Internet technology is the key enabler of this revolution, but its philosophical origins are a bit older, being based in another transformative technological revolution, a necessary precursor of the internet itself.

Konnosuke Matsushita, the founder of the world's largest consumer electronics company, manufacturers of products carrying such brand names such as Panasonic, Technics, and National, was both a philosopher and an industrialist. Drawing on Henry Ford's experience in driving down the cost and price of the Model T, Matsushita created the business model of continuous improvement of design and manufacturing techniques, in order to relentlessly drive down costs and prices, and thereby expand the market for electronic goods. Today's desktop and laptop computer sector, with its cheap and easy access to the internet (as well as Microsoft Word typesetting), is the product of Matsushita's vision of ever—cheaper and evermore—abundant electronics.

Unlike Henry Ford, Konnosuke Matsushita believed that harnessing the insights and experiences of ordinary people was a more powerful mechanism for change and improvement than any combination of 'experts' could offer:

'The wisdom...and ideas of many people must be combined freely and without reserve. Without them, you cannot achieve true success.'

New Yorker columnist James Surowiecki wrote a fascinating book, The Wisdom of Crowds,  which examines the current media industry through a lens similar to Matsushita's.

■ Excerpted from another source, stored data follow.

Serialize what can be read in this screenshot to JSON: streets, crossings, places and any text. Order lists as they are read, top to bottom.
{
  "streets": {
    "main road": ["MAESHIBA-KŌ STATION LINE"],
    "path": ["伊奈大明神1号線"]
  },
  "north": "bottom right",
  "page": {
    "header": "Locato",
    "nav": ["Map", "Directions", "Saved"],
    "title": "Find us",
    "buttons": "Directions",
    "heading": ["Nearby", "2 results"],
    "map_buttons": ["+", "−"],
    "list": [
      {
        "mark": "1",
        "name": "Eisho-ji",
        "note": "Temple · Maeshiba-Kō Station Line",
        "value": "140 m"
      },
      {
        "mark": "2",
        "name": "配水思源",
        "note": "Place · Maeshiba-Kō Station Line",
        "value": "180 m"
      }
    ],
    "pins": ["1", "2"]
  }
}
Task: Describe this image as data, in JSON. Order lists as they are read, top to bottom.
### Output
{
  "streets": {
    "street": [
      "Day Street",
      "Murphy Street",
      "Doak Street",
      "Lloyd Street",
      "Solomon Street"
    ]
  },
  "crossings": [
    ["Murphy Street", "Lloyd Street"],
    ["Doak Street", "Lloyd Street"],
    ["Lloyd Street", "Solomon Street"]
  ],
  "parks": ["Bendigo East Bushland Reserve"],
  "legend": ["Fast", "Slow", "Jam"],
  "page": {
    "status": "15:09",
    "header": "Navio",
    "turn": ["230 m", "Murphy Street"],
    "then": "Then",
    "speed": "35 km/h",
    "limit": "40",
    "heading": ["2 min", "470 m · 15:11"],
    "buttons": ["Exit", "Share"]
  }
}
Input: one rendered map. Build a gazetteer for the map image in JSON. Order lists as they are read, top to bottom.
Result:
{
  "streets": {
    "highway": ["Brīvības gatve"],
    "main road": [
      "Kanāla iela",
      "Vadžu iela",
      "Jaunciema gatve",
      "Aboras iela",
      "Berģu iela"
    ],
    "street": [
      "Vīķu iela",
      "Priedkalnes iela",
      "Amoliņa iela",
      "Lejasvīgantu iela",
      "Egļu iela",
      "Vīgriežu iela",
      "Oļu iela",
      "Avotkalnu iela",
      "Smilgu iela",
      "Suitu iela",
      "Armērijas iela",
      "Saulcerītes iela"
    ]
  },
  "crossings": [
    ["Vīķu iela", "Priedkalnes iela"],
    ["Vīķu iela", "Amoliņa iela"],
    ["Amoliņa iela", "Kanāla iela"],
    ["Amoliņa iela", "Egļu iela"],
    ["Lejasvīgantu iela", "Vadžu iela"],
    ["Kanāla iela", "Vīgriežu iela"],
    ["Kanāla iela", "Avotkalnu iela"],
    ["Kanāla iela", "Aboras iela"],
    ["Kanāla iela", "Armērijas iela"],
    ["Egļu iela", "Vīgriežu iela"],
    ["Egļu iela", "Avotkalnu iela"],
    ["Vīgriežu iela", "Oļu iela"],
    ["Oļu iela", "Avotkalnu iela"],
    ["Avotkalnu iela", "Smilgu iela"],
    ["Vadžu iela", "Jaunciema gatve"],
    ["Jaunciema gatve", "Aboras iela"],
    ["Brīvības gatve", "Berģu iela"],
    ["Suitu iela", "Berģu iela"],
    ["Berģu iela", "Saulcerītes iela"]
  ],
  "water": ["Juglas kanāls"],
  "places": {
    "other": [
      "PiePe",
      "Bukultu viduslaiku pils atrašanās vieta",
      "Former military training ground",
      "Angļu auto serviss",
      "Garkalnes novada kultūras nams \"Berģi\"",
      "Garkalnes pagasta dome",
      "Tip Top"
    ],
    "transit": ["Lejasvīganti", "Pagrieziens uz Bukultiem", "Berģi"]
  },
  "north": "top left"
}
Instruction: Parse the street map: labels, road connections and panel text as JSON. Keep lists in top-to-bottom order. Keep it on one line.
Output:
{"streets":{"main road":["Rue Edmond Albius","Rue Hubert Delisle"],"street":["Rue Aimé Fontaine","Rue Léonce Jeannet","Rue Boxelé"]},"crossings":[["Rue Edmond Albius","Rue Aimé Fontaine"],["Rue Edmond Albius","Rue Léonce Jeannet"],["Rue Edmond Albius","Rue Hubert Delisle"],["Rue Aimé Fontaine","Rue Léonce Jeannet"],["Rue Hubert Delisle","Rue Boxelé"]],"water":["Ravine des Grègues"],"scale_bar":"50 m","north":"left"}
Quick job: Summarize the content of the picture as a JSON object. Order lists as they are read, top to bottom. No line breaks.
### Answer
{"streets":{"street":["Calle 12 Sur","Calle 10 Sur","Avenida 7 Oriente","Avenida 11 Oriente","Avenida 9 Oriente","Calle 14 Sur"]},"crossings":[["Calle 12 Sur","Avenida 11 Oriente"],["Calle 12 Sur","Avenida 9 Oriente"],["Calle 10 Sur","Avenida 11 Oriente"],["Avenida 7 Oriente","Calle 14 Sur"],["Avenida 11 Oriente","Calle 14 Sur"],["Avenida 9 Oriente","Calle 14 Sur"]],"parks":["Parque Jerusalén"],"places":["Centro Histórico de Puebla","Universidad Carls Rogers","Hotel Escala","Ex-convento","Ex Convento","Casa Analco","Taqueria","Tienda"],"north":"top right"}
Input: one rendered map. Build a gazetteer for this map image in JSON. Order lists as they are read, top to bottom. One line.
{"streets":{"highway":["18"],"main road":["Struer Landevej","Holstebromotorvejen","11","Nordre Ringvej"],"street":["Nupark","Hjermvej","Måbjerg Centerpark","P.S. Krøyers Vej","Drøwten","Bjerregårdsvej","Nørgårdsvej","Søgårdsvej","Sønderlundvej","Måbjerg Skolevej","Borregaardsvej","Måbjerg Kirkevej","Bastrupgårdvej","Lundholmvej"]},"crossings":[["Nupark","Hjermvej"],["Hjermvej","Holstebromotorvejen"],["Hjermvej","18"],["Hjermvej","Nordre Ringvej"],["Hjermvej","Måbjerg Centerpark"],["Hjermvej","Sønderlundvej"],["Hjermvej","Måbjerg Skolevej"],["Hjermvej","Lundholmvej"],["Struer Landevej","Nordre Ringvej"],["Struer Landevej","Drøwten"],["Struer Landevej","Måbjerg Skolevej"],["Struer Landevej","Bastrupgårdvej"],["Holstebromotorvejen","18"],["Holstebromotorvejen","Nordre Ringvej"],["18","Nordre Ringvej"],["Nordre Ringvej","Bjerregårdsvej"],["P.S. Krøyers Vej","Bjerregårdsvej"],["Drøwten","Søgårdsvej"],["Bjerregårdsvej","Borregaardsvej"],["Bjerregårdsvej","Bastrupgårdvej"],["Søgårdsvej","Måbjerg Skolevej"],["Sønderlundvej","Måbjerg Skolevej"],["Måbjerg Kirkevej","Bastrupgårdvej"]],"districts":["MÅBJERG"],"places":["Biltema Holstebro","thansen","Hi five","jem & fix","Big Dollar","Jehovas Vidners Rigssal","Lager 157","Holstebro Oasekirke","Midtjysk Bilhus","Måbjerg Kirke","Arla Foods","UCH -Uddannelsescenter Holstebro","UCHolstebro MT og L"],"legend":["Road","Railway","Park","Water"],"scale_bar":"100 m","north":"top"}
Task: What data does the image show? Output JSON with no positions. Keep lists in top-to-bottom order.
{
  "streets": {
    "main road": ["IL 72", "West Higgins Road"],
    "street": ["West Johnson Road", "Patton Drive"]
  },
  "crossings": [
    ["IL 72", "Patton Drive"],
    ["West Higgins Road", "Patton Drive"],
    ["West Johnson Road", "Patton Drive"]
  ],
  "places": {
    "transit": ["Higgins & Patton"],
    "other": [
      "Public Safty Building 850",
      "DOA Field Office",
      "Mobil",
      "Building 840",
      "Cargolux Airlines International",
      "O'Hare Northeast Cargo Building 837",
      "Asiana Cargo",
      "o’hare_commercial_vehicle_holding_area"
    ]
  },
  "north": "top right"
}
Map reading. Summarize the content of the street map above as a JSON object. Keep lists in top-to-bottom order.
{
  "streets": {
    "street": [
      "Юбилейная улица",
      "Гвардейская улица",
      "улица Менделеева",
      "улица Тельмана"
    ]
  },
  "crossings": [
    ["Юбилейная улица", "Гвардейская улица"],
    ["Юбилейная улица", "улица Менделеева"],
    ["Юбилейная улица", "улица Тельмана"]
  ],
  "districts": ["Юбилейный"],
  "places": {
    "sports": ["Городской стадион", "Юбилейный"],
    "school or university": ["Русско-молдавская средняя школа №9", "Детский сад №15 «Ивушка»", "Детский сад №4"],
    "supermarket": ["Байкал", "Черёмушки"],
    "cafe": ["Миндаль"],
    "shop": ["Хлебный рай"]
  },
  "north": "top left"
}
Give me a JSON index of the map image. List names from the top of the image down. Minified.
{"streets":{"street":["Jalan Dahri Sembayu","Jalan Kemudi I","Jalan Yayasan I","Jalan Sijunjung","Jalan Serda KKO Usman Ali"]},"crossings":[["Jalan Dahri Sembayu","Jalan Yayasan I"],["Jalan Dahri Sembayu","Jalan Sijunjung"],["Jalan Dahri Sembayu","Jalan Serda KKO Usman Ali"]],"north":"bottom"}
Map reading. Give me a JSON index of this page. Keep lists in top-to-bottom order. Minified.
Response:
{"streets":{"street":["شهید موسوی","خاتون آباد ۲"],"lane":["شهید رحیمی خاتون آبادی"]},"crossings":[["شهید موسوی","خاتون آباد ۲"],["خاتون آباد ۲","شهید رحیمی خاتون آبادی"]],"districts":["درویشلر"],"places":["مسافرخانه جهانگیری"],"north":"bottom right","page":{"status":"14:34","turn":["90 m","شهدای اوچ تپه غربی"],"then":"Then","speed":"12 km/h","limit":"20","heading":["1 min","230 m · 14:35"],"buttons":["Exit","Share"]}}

Surowiecki's framework can be seen as the blueprint for the developments now known as Rathergate. He argues that "under the right circumstances, groups are remarkably intelligent, and are often smarter that the smartest people in them.' If four basic conditions are met, a crowd's "collective intelligence" will produce better outcomes than a small group of experts, even if members of the crowd don't know all the facts. Wise crowds need:

1) diversity of opinion;
2) independence of members from one another;
3) decentralization; and
4) a good method for aggregating opinions.

All of these conditions are in force in the instance of Rathergate.

Broadcasting and newspapers are one—way media, managed by elites, hierarchies with their own narrow circles of associates, and their own bureaucratic interests and proclivities. The internet 'combines freely' the 'ideas of many people' and incorporates the self—correcting mechanism of unlimited public disputation.

When Matsushita began exporting his color televisions to the United States market in the early 1960s, the proud towers of the TV business included names like Zenith, RCA, and Magnavox. They never knew what hit them. While Matsushita automated and simplified the production of then—expensive color televisions, Zenith responded by touting its products as 'hand crafted' and showed pictures of parts being soldered onto a television chassis.

Today, the original Zenith, RCA, and Magnavox companies are long—gone. Each of these brand names exists only as a label on products produced by foreign companies. The shareholders of Viacom (corporate parent of CBS), the New York Times Company, and all the other media behemoths should start reading the history of technology, and phone their brokers... or maybe log onto Ameritrade.